First Published in Country Music International, May 1995

 

They were notorious for tearing up the Miami beach clubs with three-hour honky-tonk jams. Now there’s a marathon country rock session coming to a town somewhere near you

 

The Mavericks, a Nashville-Miami country band with a platinum-selling third album under their belts, are about to hit our shores, and they could easily score high dividends. Straddling the styles of the past and present, this hard-driving and equally hard-nosed band are succeeding in bringing the periodically flagging Nashville sound to interesting and life-sustaining new levels.

The Mavericks have brought a fresh, cutting-edge sound to country music, reviving the styles of the 1940s and 1950s, adding a modern rock edge, and wrapping it all around timeless country lyrics. But because modern music has been divided into neatly defined categories, it’s not been easy to sell music that overflows those strict boundaries.

The Mavericks are a band fused together by their shared musical passion, fuelled by the powerful lead vocals and songwriting of Raul Malo, and drawing from a refreshingly diverse set of influences. Each member of the band comes from a different musical background—rockabilly, jazz, Latin, folk, progressive rock, country and blues—but they meet where all American musical styles converge: in roots country.

Raul Malo, a first generation Cuban-American, was raised in Miami in a household where country, rockabilly and Spanish folk songs were heard side by side. He was introduced to country music by his father and to Spanish folk songs by his grandfather. Malo had been playing in various pop bands for a number of years, but had never sung lead vocals in a band prior to the formation of the Mavericks in 1988.

Bound by a mutual love for the music they play, the Mavericks never set out to take home gold or platinum albums.
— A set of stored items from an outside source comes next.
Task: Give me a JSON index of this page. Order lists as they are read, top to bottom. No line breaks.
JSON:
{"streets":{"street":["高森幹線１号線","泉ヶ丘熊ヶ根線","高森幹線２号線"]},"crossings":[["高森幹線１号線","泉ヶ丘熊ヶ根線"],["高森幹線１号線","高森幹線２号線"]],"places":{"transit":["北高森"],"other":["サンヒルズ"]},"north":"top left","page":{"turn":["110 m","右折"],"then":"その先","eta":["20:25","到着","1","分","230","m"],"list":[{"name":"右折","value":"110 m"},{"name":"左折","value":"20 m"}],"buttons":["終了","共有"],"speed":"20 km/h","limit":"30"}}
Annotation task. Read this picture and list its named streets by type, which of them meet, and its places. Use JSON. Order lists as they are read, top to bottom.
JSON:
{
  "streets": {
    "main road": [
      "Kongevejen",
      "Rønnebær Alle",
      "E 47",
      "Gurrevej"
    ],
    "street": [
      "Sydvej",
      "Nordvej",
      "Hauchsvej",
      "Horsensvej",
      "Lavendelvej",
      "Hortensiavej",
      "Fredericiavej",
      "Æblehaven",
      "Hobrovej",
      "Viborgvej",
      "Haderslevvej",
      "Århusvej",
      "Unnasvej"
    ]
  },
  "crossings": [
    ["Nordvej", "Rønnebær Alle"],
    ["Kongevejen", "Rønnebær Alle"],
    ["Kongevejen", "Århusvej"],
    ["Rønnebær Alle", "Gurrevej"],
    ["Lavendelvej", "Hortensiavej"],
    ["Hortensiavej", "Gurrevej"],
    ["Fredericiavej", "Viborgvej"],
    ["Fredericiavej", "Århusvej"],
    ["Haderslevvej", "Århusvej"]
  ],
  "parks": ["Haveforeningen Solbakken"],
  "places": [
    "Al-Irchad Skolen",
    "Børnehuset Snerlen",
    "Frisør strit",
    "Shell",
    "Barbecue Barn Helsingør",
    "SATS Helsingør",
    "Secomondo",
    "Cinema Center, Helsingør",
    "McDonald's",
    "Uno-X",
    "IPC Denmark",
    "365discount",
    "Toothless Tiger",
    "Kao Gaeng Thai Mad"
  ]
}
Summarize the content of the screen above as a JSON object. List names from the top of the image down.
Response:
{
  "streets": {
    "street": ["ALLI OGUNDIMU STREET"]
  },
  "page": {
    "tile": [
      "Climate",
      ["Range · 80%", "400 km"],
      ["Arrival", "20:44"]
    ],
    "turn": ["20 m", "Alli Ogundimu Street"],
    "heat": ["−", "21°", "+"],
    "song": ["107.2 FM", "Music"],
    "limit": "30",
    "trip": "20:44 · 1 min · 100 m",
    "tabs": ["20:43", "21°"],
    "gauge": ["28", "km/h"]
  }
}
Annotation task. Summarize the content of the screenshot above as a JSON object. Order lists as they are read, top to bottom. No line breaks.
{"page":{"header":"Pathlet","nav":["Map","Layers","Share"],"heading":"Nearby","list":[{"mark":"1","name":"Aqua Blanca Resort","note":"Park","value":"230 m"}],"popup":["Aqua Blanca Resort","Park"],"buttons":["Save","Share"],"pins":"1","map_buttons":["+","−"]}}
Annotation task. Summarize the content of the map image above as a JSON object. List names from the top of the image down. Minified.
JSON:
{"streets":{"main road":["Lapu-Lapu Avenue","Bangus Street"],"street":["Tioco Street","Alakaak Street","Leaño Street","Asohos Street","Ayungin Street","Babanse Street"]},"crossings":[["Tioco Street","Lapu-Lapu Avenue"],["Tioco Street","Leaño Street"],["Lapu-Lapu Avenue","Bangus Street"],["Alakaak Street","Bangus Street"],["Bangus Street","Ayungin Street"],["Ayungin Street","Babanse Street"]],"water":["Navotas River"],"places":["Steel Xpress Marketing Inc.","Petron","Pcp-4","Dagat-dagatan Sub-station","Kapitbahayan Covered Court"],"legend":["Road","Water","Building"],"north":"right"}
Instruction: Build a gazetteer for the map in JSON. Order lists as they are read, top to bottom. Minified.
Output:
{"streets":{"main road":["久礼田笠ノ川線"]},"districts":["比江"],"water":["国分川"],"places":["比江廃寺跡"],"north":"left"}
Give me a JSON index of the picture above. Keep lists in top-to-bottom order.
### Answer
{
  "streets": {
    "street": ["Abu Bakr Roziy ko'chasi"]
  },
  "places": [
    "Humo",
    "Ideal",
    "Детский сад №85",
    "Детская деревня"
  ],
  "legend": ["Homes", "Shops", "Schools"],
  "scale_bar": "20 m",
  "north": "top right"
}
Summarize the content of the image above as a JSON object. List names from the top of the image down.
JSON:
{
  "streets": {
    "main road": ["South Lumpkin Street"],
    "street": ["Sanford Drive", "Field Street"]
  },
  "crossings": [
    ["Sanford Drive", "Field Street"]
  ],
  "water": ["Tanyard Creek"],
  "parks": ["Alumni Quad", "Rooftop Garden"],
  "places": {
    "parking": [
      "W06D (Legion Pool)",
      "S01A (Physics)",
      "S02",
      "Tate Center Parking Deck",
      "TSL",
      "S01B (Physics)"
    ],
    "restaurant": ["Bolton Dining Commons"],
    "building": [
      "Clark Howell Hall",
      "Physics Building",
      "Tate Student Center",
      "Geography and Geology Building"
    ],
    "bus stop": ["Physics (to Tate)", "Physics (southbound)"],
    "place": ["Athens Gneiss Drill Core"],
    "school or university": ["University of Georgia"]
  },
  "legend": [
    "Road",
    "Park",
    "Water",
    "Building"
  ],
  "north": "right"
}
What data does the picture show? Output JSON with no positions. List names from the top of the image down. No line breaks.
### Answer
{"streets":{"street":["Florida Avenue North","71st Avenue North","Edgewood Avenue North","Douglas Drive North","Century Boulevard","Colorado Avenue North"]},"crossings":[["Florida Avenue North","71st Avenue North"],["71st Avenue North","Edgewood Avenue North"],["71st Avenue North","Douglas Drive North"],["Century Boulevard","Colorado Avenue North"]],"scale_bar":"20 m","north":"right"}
Instead, all that they’ve ever wanted to do is to play their own kind of music in their own kind of way. “You’ve got to love the music you play and not play anything you don’t love,” declares Malo. “There’s a lot of stuff to put up with in this business, but if you love what you’re doing, then you can handle the rest.”

“We haven’t had a top 10 single, and yet we have a million record seller and it’s gone gold in Canada,” says bassist Robert Reynolds. “I think we’ve built from the ground up and it’s been a solid foundation. The Mavericks are contemporary country, but on the edge because of the power and drive we deliver live and on record. We don’t compromise.”

Reynolds also played all styles of music as he moved with his family from Kansas City to Dallas and then eventually to Miami. He started in rock bands but emigrated to country early on, discovering it during garage sales expeditions with mother, who steered him to the 1950s records she’d loved as a teenager. Reynolds transmitted his passion for these old records to ex-jazz drummer Paul Deakin, and it was his introduction of Patsy Cline and Johnny Cash records into Deakin’s life that convinced the future of Maverick’s drummer to move to the country side.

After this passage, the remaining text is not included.